À época da MP 1.124/22 e da lei 14.460/22, a LGPD categorizava a ANPD como uma autarquia de natureza especial, dotada de autonomia técnica e decisória, com patrimônio próprio e com sede e foro no Distrito Federal (art. 55-A).
Após a conversão da MP 1.317/25, a lei 15.352/26 alterou a lei 13.709/18 para conferir personalidade jurídica ao outrora órgão despersonalizado, passando a conceituá-lo como uma entidade da administração pública responsável por zelar, implementar e fiscalizar o cumprimento da LGPD (art. 5º, XIX).
A transformação da ANPD em agência reguladora decorreu, em grande medida, das novas atribuições que lhe foram conferidas pelo ECA Digital - Estatuto Digital da Criança e do Adolescente, instituído pela lei 15.211/25. O decreto 12.622/25 designou a ANPD como autoridade administrativa autônoma responsável por proteger os direitos de crianças e adolescentes no ambiente digital, o que ampliou de forma significativa o seu papel institucional e demandou uma estrutura regulatória mais robusta.

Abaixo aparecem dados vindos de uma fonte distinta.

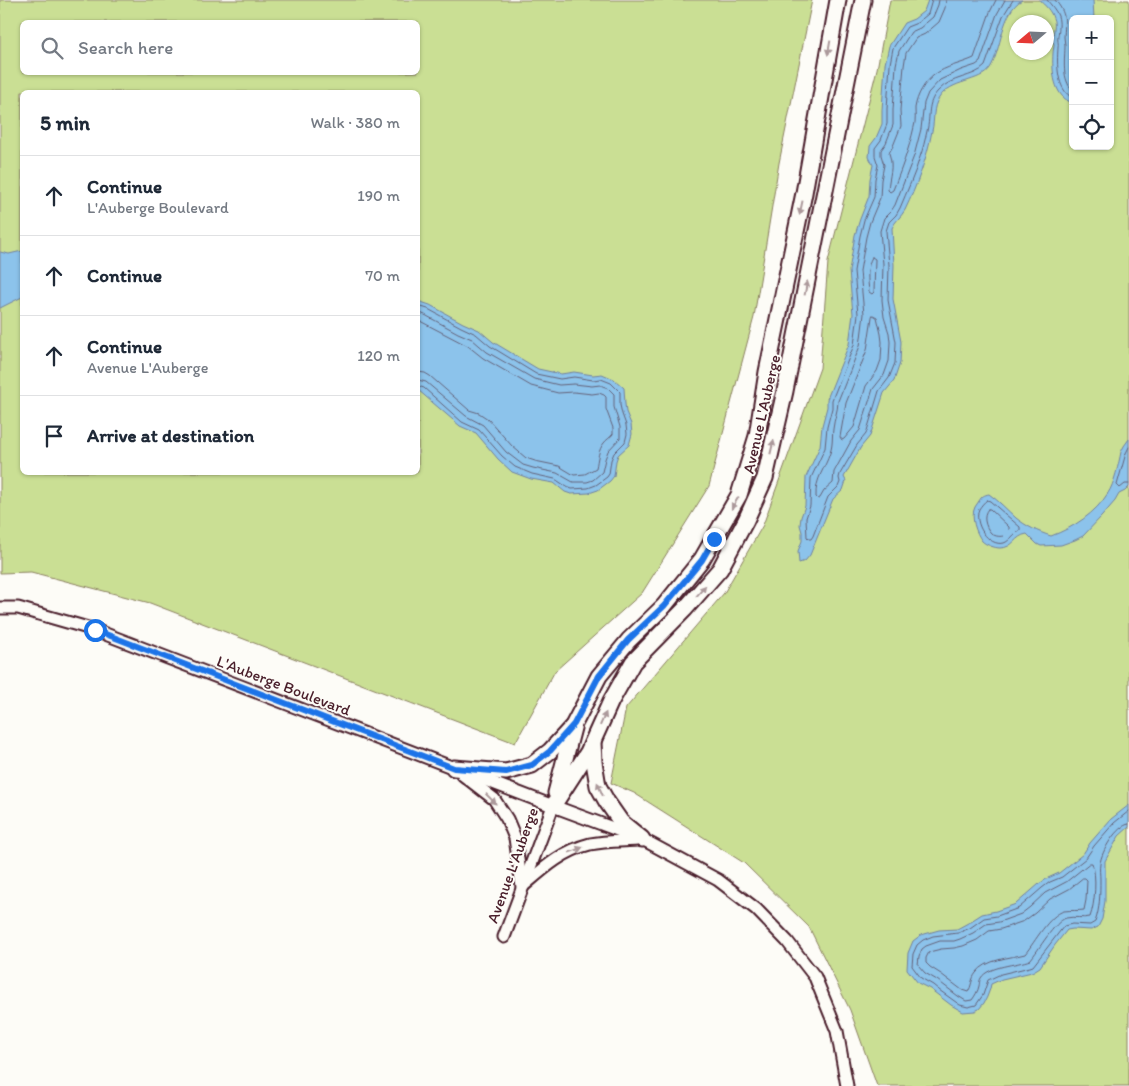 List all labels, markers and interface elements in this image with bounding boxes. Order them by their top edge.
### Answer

Dando sequência às alterações trazidas pela lei 15.352/26, o art. 55-A da LGPD passou a prever a criação da Agência Nacional de Proteção de Dados, autarquia de natureza especial vinculada ao Ministério da Justiça e Segurança Pública, dotada de autonomia funcional, técnica, decisória, administrativa e financeira, com patrimônio próprio e com sede e foro no Distrito Federal, nos termos da lei 13.848/19.
Além da mudança de natureza jurídica, a lei 15.352/26 também criou a Carreira de Regulação e Fiscalização de Proteção de Dados, com 200 (duzentas) vagas de Especialista em Regulação de Proteção de Dados, a serem preenchidas por concurso público. A lei ainda previu a criação de um órgão de auditoria interna, quatro cargos em comissão e quatorze funções comissionadas, medidas que reforçam a capacidade técnica e operacional da agência.
Como se vê, a ANPD teve a sua natureza jurídica modificada para aumentar sua autonomia, passando de órgão sem personalidade jurídica para “autarquia de natureza especial, dotada de autonomia técnica e decisória” e agora, em razão da remissão que a lei 15.352/26 faz à lei 13.848/19, para uma agência reguladora.
Passando a ANPD a ser uma agência reguladora, a sua natureza especial será caracterizada “pela ausência de tutela ou de subordinação hierárquica, pela autonomia funcional, decisória, administrativa e financeira e pela investidura a termo de seus dirigentes e estabilidade durante os mandatos, bem como pelas demais disposições constantes desta Lei ou de leis específicas voltadas à sua implementação” (art. 3º da lei 13.848/19)1, 2, 3.
Apesar do incremento de autonomia, a ANPD, agora como agência reguladora, se submeterá aos mesmos parâmetros do processo decisório da Aneel, ANP, Anatel, Anvisa, ANS, ANA, Antaq, ANTT, Ancine, Anac e ANM de modo que ela deverá: (i) observar, em suas atividades, a devida adequação entre meios e fins, vedada a imposição de obrigações, restrições e sanções em medida superior àquela necessária ao atendimento do interesse público e (ii) indicar os pressupostos de fato e de direito que determinarem suas decisões, inclusive a respeito da edição ou não de atos normativos.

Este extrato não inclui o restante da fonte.